A New York City-based real estate company has purchased the 360 State St. apartment tower for a whopping $160 million — which is nearly $45 million above the high-end high-rise’s latest city-appraised value.
That company is called Beachwold Residential.
According to the city’s online land records database, on Tuesday, a Beachwold-controlled holding company called Ansonia State Street LLC bought 360 State St. from MEPT Chapel Street LLC for $160 million.
The 500-unit luxury apartment complex opened in 2010. It stands 32 stories tall at the corner of State and Chapel Street. And it was previously owned by a union pension fund-backed outfit called Multi-Employer Property Trust (MEPT).
During the latest citywide property revaluation, the city appraised the four separate parcels that make up 360 State St. — including the 500-unit apartment tower, the ground floor commercial space occupied by the Elm City Market grocery store, the 500-space parking garage, and an adjacent empty lot on Chapel Street — as worth a combined sum of $115,071,261. That’s $44.9 million less than what the property sold for on Tuesday.
In a Wednesday afternoon phone interview with the Independent, Beachwold Residential CEO Gideon Friedman said that his family-owned company already has 6,000 apartments across Connecticut, including, up until earlier this year, the 124-unit Liberty apartment building on Temple Street.
“We’ve known about 360 State forever,” Friedman said. “When the opportunity came when we could add it to the portfolio, we were very excited” to do just that.
$10M Repairs En Route
He said that his company plans on making “a pretty substantial investment in the property” over the coming years.

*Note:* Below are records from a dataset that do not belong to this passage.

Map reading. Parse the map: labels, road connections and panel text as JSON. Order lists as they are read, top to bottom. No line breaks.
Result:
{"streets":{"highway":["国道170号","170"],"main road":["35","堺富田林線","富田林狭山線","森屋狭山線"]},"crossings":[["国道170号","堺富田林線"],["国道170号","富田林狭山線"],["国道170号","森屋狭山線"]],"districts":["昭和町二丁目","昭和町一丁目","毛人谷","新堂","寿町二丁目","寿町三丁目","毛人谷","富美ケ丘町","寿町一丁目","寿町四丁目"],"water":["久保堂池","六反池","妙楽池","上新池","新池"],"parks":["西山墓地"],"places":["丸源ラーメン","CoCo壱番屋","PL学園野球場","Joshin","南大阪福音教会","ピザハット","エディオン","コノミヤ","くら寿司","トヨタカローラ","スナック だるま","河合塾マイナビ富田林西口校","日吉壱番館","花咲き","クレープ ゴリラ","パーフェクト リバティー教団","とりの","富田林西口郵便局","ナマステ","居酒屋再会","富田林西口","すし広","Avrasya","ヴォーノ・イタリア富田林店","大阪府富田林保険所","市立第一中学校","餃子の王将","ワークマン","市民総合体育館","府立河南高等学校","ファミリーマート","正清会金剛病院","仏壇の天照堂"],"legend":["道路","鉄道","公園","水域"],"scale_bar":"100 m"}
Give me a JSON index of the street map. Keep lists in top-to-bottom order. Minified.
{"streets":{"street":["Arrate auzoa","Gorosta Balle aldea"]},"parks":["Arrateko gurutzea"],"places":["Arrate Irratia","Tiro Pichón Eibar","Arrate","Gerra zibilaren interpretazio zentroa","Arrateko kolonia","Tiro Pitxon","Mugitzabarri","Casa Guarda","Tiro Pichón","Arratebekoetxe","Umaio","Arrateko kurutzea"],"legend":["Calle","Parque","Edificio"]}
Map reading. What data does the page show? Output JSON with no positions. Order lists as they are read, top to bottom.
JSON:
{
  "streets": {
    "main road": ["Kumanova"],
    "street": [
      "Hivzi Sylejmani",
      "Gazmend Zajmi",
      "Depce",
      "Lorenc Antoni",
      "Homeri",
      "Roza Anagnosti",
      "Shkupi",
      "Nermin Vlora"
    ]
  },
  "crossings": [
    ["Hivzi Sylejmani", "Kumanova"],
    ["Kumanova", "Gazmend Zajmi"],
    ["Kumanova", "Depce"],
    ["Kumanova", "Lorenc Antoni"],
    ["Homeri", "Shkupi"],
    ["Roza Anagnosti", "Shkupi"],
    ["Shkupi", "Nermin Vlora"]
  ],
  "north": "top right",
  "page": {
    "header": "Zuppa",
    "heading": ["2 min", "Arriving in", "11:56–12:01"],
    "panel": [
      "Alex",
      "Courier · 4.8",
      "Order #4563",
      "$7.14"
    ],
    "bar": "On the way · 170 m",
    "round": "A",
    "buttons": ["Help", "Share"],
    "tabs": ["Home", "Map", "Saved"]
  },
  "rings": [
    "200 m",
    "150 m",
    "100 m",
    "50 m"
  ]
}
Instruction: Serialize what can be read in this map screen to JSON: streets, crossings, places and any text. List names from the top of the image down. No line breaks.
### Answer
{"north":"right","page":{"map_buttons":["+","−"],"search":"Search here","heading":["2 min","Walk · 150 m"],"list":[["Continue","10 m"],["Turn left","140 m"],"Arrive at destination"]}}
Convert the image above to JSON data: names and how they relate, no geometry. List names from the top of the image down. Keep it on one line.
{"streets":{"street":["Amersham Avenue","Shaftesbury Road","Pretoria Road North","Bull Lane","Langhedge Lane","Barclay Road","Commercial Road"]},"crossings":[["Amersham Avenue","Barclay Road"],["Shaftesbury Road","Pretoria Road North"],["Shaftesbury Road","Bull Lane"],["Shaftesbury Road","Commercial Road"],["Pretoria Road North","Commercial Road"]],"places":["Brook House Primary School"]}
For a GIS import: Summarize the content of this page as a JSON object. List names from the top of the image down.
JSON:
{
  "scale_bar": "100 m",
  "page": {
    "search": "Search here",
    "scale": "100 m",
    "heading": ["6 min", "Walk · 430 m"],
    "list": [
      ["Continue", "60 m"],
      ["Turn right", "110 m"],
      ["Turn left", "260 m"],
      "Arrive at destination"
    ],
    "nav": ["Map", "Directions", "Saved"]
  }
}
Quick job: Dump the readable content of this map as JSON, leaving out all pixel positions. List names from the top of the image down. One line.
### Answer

First, he said, Beachwold plans to spend $7 million over the next year to do “a big renovation of all the common spaces, the lobby, the pool area, and the common area next to the pool.” He said these improvements will bring “new hallways, a new fitness center, new co-working spaces, new areas around the pool.”
The second big planned renovation, he said, is a new fuel cell that will enable 360 State to generate electricity onsite. The building’s original fuel cell is now “at the end of its useful life.” He said it hasn’t operated for the past couple of years. He said that adding a new fuel cell to the building will make it more energy efficient.
Then, Friedman continued, his company plans to spend $2 million inside the apartments themselves. “As they turn over over the next couple years,” he said, the new landlord will add “new flooring, new plumbing, new lighting fixtures, [and] window blinds” to the apartments, as well as a new key fob system.
Finally, he said, Beachwold plans to invest roughly $1 million in other maintenance work, including fixing cracks in the garage concrete.
Why embark on such extensive and expensive building upgrades for a tower that was constructed only a decade ago?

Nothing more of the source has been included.